Botnets Using Ubiquity For Security
Trailrunner7 sends in this excerpt from Threatpost: "As major botnet operators have moved from top-down C&C infrastructures, like those employed throughout the 1990s and most of the last decade, to more flexible peer-to-peer designs, they also have found it much easier to keep their networks up and running once they're discovered. When an attacker at just one, or at most two, C&C servers was doling out commands to compromised machines, evading detection and keeping the command server online were vitally important. But that's all changed now. With many botnet operators maintaining dozens or sometimes hundreds of C&C servers around the world at any one time, the effect of taking a handful of them offline is negligible, experts say, making takedown operations increasingly complicated and time-consuming. It's security through ubiquity. Security researchers say this change, which has been occurring gradually in the last couple of years, has made life much more difficult for them. ... Researchers in recent months have identified and cleaned hundreds of domains being used by the Gumblar botnet, but that's had little effect on the botnet's overall operation."

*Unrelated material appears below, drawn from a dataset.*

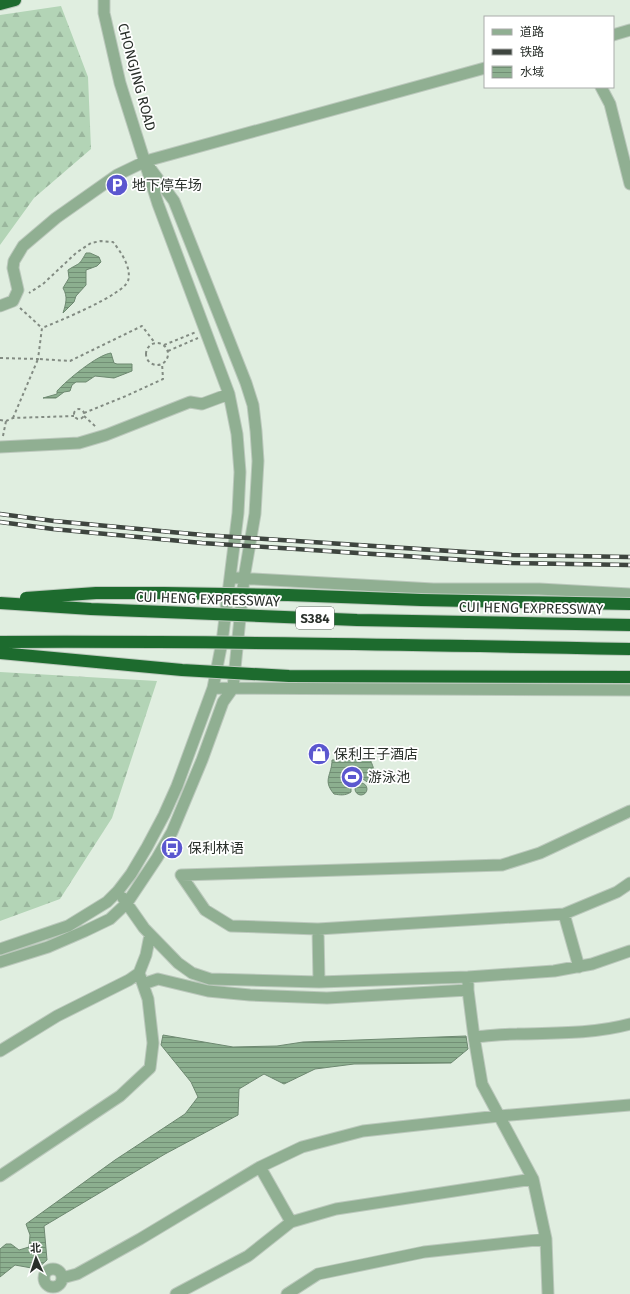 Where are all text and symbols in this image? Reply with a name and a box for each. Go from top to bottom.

My small 16 person company gets an average of 300K Directory Harvesting emails a day - everyday - day in day out. All I have to say is I appreciate the jerks running the botnets for not killing my domain with 30 Million of these a day. They throttle their crap to a certain level somehow so they are annoying but not crippling. Gee, thanks, I guess.
It seems to me there is an accountability gap for ISPs. Those providing network connections are not held accountable for machines on their network.
And the moment they do that, they'll be expected to police for other illegal or immoral activity, like video and music downloading, content monitoring, deep packet inspection, and more. The operating costs go up as well, making them less competitive compared to other ISPs that do not monitor their customer's habits.
No, security needs to be managed by the owner of the machine. The ISP only has the responsibility to ensure that the customer has reasonable access through its networks, and perhaps a measure of QoS filtering/rate limiting/etc., to manage a shared (and limited) resource. Unless the bot is commanding the machine to use lots of network resources, its impact to other users is negligible from the ISPs perspective.